One recent study in the Journal of Marketing reported that companies that proactively manage the response to product harm crisis lose more value in the stock market because the stock market may perceive a proactive strategy as a sign of a more serious case. One would think that companies that take proactive steps will get some marks for acting swiftly. Perhaps, that is not the case.
Product failures and recalls do adversely impact brand equity. The impact may depend on degree of ambiguity of the firm’s response according to one study. It is possible that in the short-term the stock market’s response and consumer’s response to a recall may be different. In the long-run the two will be aligned.
Another study in the journal Marketing Science found that marketing instruments such as advertising may be diminished in their effectiveness post-crisis, meaning firms may have to spend more in marketing post-crisis to get the same impact they got in the pre-crisis phase. You can think of this as the added cost of winning the consumer trust back.
The case of BP is interesting. When the scope of the oil spill crisis became known, the brand reputation and the stock price took a hit. After much stonewalling and facing criticism from many quarters, the company seems to have responded.
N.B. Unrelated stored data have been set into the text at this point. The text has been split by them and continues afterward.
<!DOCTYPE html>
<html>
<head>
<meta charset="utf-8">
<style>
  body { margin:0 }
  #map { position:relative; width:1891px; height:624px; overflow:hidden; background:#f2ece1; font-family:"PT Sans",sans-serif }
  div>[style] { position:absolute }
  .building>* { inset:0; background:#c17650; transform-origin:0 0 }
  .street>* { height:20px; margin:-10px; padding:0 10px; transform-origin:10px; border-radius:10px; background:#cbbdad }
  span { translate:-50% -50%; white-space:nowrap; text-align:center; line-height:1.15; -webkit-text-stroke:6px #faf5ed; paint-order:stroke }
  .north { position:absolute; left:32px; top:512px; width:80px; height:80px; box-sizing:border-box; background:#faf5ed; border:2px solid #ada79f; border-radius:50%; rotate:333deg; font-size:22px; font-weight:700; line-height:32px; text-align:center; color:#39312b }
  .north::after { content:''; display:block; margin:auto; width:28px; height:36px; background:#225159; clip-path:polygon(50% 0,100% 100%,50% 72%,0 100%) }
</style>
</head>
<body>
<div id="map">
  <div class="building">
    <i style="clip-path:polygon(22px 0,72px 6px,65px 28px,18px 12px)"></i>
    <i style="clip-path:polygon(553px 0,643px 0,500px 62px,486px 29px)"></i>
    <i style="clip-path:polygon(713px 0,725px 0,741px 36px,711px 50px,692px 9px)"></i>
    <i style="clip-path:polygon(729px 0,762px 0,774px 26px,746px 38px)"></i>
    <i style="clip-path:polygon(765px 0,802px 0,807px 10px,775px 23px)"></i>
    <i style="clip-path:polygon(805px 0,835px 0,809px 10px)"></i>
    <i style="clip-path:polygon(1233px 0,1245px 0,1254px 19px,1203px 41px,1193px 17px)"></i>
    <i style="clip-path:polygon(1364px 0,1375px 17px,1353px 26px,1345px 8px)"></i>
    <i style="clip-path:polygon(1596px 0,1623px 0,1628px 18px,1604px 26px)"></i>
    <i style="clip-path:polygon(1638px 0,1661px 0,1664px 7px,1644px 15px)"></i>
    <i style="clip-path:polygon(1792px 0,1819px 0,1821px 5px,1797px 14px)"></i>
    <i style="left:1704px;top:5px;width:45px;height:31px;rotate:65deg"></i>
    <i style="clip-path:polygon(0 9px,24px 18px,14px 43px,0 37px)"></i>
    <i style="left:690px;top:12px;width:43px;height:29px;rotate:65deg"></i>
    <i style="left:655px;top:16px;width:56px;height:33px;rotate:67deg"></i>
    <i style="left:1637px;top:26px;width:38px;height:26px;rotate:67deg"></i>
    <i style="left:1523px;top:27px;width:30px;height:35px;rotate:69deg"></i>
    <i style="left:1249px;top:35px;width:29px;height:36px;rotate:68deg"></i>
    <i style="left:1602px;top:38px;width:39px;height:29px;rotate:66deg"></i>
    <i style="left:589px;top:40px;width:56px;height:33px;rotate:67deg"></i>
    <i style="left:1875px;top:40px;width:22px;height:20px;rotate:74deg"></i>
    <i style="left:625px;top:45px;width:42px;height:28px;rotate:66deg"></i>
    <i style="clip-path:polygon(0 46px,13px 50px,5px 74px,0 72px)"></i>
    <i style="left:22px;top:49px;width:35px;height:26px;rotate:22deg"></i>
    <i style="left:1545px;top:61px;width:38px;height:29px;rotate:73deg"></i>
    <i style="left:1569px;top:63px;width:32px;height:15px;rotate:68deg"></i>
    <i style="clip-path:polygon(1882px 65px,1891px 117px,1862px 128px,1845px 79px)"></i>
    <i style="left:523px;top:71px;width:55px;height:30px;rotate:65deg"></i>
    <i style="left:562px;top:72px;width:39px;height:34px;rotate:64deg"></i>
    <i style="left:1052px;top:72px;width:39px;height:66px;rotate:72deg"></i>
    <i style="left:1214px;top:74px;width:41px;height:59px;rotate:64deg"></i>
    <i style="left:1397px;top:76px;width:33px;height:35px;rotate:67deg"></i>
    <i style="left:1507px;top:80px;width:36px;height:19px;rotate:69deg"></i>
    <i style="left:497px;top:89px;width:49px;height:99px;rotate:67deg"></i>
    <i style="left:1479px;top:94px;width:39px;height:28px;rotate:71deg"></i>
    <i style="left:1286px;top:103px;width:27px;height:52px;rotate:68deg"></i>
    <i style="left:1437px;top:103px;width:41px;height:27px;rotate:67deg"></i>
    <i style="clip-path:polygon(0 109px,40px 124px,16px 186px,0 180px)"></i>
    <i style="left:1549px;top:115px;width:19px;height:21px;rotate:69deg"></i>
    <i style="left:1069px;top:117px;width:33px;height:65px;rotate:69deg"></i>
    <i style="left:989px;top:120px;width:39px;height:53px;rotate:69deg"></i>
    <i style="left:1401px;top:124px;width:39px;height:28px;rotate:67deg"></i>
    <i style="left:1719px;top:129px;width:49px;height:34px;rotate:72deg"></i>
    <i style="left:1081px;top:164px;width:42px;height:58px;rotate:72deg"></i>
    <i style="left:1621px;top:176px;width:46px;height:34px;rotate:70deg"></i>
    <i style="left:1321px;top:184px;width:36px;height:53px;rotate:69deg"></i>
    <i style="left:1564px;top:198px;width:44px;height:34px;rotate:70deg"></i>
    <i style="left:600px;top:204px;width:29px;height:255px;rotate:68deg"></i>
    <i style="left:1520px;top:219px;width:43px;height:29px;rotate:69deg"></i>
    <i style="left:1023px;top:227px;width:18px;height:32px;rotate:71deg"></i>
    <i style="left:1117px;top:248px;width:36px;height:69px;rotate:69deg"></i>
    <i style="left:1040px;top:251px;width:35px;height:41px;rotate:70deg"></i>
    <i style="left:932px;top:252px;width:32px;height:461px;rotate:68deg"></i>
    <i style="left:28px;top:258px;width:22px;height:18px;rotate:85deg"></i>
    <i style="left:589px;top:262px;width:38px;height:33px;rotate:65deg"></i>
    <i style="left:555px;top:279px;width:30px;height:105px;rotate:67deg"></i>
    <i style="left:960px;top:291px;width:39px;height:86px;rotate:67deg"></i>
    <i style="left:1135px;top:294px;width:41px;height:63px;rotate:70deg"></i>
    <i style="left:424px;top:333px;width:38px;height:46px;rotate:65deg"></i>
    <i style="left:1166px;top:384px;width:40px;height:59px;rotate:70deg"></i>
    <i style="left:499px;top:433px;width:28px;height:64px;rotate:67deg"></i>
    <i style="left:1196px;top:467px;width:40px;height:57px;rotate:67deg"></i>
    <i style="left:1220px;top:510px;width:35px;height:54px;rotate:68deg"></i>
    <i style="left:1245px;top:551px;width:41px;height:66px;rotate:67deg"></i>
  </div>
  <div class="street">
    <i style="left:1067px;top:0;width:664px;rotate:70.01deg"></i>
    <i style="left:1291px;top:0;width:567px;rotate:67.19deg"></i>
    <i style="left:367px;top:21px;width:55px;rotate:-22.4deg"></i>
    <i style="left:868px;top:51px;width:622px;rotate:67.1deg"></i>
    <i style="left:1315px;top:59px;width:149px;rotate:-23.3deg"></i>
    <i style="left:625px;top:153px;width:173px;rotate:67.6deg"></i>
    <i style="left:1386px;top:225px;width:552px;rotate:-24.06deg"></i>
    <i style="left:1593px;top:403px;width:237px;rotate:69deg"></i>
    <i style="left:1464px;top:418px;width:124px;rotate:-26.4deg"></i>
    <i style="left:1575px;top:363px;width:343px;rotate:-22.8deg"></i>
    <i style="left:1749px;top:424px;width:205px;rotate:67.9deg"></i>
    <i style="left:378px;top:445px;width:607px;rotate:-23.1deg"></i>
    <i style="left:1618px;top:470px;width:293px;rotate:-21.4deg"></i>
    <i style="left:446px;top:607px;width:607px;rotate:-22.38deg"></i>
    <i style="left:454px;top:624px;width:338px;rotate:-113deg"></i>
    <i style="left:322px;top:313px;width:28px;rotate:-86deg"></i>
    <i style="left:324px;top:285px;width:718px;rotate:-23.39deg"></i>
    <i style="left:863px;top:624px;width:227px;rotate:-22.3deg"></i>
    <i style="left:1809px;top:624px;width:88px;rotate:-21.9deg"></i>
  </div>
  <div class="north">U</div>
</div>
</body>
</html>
If the stock price is any indication, the worse may be over for BP (see chart below). After hitting its lowest point in late June, the stock price is on the upswing.
It is, however, interesting to note that the sentiment of the community (made of consumers and individual investors) lags behind the sentiment of analysts (see bottom of chart for “Sentiment on BP”).
It looks like the average consumer still has some reservations about this brand.
There have been other examples of harmful behavior in the oil industry (e.g., Exxon Valdez), from which the companies have come back. The importance of the product (oil) and the somewhat short public memory is helpful in such cases.
So, what is the best way to protect a brand from a failure that results in recall? Here is my take based on previous cases, research evidence and a bit of common sense:
Prevention is better than cure in this case. If companies build high quality products and have appropriate processes, employee training, safety standards, quality controls and consumer education, many of the crises can be avoided.
When you fail to do the above and have a product harm crisis at hand, try to:
- Take responsibility and respond unambiguously (stock market reaction notwithstanding). Try not to shift blame (remember Ford-Firestone tire blowout case?).
- Communicate to stakeholders clearly on what went wrong, why and steps you have taken to prevent this from ever happening again (Tylenol did this well in the mid 1980s, but recently they’ve had problems again).
- Go beyond the call of duty to establish safeguards and to compensate customers who have been hurt.
There is no doubt these steps will increase the cost of doing business in the short to medium-term. If you believe brand is reputation as I do, there are no shortcuts to building reputation. Plus, as a CEO you will sleep better at night.